Segment Start: Exercise materials
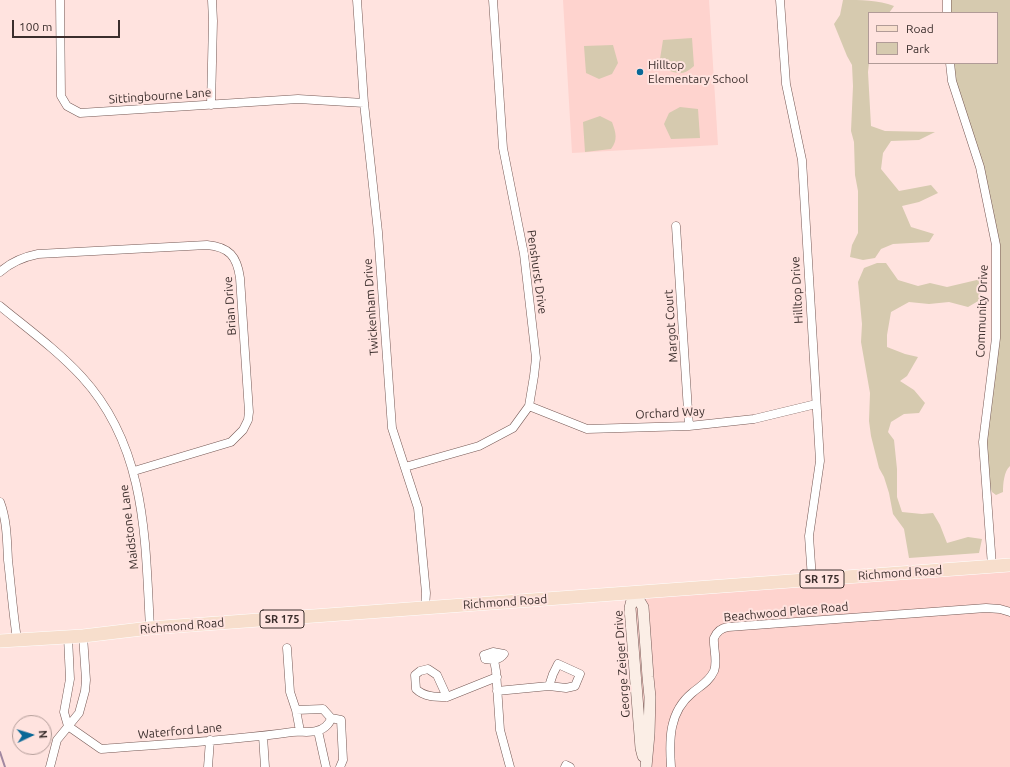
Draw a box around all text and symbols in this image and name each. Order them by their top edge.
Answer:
scale bar [14,12,122,38]
legend [868,12,998,64]
text: 100 m [19,20,52,33]
text: Road [906,22,934,35]
text: Park [906,42,930,55]
place label: Hilltop Elementary School [648,58,748,86]
marker: Hilltop Elementary School [635,67,645,77]
street label: Sittingbourne Lane [108,85,212,107]
street label: Penshurst Drive [524,229,550,315]
street label: Hilltop Drive [788,256,806,324]
street label: Twickenham Drive [360,258,382,356]
street label: Community Drive [973,264,991,358]
street label: Brian Drive [221,276,239,336]
street label: Margot Court [661,289,681,363]
street label: Orchard Way [635,404,705,422]
street label: Maidstone Lane [117,484,141,570]
street label: Richmond Road [857,563,943,583]
road number: SR 175 [800,570,844,588]
street label: Richmond Road [462,592,548,612]
street label: Beachwood Place Road [723,599,849,625]
road number: SR 175 [260,610,304,628]
street label: George Zeiger Drive [611,610,633,718]
street label: Richmond Road [139,615,225,637]
north arrow [12,715,52,755]
street label: Waterford Lane [137,720,223,742]
text: N [37,730,49,739]

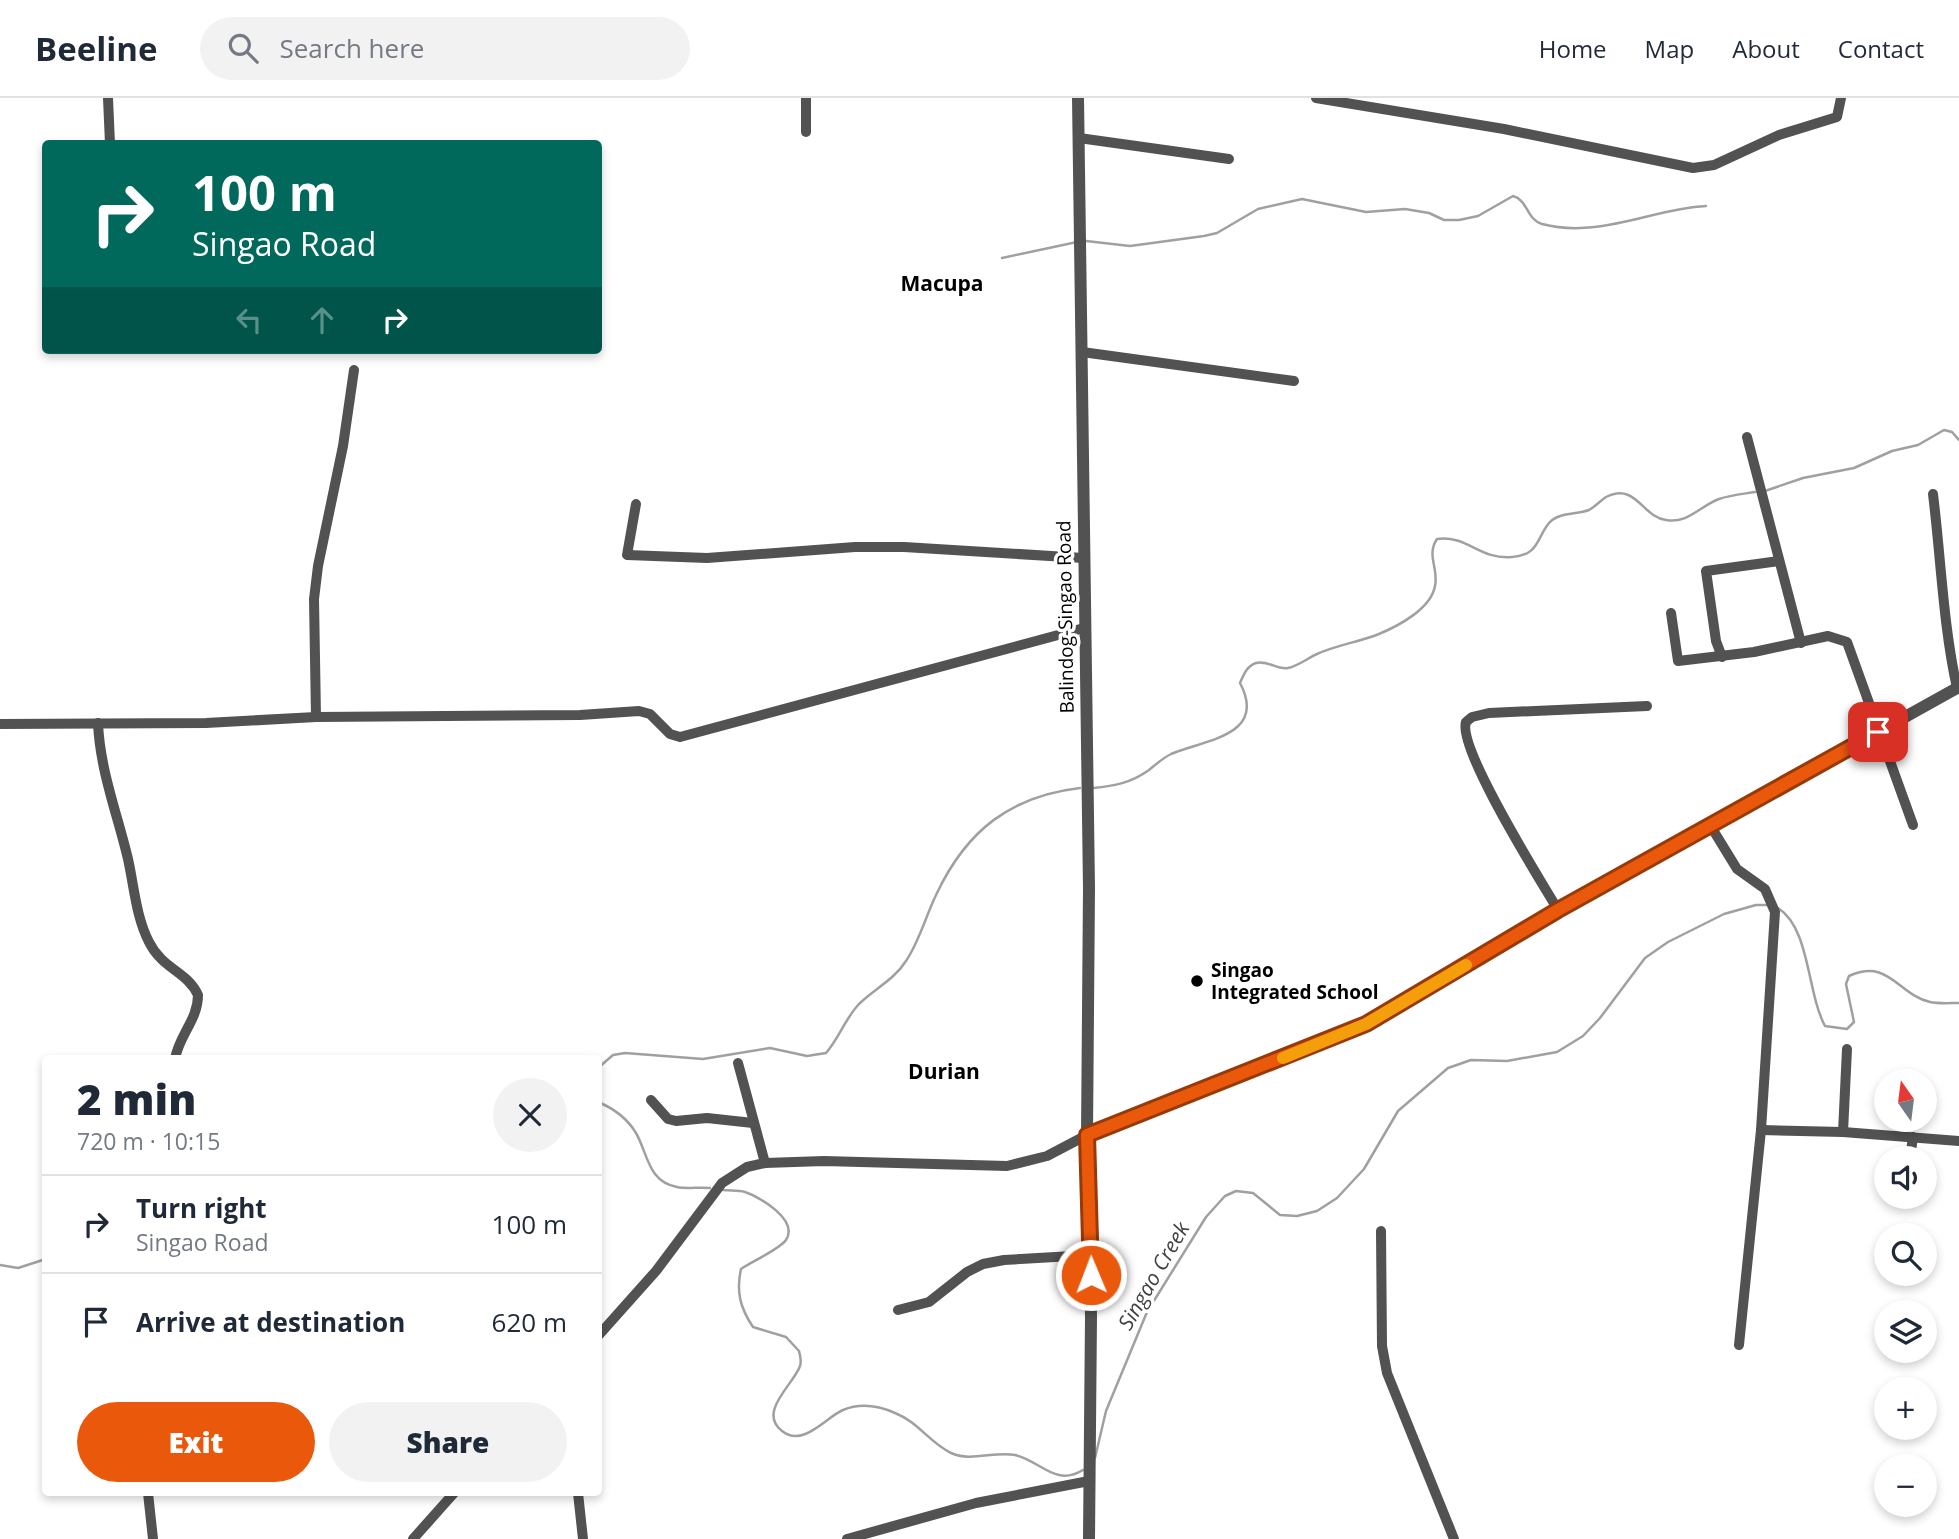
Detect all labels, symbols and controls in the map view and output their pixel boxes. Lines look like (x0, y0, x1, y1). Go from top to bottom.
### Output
Segment End: Exercise materials
§ **Your task**
Using the records, find the number of lines in which the string "symbols" occurs. Reply with that number alone.

§ **The answer**
2